Input records Block Start
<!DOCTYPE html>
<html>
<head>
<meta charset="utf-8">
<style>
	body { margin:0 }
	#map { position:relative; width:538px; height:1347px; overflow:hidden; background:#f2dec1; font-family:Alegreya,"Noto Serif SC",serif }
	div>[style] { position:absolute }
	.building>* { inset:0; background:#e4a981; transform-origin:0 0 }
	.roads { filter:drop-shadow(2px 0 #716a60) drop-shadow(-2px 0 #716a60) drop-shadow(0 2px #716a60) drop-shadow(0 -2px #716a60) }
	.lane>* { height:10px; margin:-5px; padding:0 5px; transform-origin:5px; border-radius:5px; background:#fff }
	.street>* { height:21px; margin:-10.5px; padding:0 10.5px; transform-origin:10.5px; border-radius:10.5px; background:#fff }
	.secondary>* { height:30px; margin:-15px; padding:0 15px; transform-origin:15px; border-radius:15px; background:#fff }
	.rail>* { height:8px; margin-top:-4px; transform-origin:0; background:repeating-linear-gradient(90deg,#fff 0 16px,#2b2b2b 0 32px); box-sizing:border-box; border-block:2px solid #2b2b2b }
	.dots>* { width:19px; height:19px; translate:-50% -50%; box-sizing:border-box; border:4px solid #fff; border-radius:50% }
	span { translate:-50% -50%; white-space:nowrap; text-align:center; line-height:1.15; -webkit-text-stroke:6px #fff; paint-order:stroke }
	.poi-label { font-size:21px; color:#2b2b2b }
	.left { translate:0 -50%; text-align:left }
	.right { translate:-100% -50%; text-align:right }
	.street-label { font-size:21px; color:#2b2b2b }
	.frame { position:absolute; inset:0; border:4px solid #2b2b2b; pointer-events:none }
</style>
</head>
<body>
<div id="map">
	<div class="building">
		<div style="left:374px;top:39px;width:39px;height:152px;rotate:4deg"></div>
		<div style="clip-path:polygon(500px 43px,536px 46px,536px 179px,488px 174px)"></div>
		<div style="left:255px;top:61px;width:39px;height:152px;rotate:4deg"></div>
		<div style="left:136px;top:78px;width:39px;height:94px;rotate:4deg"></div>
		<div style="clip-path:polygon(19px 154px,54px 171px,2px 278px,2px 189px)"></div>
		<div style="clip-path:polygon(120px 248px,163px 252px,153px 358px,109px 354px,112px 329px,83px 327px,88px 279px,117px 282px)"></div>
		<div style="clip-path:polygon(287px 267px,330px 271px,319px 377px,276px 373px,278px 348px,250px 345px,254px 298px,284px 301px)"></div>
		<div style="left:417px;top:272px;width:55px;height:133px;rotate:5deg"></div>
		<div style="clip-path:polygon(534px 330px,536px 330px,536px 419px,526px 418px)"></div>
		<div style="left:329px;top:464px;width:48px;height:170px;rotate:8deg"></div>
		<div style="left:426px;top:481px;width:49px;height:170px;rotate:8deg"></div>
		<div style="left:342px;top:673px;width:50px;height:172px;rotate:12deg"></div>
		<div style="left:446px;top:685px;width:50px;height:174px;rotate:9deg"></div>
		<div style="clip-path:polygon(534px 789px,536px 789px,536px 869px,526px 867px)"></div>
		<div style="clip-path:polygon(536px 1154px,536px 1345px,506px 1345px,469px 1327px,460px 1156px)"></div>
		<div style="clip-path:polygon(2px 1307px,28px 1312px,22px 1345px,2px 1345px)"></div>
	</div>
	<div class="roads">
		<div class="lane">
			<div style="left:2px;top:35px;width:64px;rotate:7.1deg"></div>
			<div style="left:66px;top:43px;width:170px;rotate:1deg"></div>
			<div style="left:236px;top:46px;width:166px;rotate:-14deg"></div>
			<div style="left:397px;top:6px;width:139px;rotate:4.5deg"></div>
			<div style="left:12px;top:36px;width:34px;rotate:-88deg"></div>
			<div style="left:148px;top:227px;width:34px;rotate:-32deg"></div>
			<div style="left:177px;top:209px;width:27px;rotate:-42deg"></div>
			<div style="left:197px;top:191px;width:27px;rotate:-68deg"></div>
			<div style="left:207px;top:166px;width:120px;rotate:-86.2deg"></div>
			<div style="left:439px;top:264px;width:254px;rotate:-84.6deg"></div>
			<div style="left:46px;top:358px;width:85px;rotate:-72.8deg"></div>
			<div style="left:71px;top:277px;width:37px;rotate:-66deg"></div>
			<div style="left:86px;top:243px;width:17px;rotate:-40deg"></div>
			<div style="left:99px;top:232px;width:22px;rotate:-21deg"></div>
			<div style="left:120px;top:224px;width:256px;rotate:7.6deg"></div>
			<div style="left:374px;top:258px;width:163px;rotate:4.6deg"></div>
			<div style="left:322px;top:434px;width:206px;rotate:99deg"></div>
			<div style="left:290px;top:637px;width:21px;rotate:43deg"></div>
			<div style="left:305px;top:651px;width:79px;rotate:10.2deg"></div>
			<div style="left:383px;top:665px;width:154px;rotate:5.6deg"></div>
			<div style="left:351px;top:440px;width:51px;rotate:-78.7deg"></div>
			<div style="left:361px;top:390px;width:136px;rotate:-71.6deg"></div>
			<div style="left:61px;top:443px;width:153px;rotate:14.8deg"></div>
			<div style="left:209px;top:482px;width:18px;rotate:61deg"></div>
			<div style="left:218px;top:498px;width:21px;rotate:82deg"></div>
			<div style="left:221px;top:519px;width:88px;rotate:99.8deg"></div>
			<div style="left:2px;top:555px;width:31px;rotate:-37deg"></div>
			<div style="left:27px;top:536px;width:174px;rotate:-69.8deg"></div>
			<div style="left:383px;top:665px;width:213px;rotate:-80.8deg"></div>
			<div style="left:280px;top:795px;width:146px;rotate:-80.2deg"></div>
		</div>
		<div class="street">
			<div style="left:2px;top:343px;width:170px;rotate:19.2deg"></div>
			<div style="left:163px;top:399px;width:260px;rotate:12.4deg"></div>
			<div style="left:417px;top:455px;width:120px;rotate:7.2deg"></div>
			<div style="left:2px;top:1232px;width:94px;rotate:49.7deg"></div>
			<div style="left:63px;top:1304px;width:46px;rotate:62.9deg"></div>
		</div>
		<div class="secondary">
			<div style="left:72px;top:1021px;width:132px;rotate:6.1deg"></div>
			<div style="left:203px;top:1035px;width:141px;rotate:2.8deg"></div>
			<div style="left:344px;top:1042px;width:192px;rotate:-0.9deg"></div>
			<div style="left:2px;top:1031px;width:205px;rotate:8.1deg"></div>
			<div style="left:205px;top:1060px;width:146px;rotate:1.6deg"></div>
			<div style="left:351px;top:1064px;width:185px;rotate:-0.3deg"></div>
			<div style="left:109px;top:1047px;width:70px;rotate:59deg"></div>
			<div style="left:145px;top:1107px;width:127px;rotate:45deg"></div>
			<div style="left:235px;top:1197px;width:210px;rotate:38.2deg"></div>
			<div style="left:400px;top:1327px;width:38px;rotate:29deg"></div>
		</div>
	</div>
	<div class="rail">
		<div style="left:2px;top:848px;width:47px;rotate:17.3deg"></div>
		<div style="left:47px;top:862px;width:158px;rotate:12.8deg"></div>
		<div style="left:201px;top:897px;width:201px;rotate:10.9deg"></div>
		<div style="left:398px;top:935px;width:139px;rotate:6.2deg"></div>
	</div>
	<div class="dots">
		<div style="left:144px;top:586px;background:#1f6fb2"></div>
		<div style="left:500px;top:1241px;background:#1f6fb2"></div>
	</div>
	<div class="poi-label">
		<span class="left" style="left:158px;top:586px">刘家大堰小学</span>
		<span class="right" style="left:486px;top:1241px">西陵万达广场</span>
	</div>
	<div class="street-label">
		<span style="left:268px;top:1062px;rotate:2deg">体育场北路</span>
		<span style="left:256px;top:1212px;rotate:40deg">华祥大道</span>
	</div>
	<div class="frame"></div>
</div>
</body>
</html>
Input records Block End
_Problem to solve_
Could you set down, exactly as written, the lines above between the one holding "height:21px; margin:-10.5px; padding:0" and the one holding "width:19px; height:19px; translate:-50%", inclusive, and nothing more?

_Answer section_
	.street>* { height:21px; margin:-10.5px; padding:0 10.5px; transform-origin:10.5px; border-radius:10.5px; background:#fff }
	.secondary>* { height:30px; margin:-15px; padding:0 15px; transform-origin:15px; border-radius:15px; background:#fff }
	.rail>* { height:8px; margin-top:-4px; transform-origin:0; background:repeating-linear-gradient(90deg,#fff 0 16px,#2b2b2b 0 32px); box-sizing:border-box; border-block:2px solid #2b2b2b }
	.dots>* { width:19px; height:19px; translate:-50% -50%; box-sizing:border-box; border:4px solid #fff; border-radius:50% }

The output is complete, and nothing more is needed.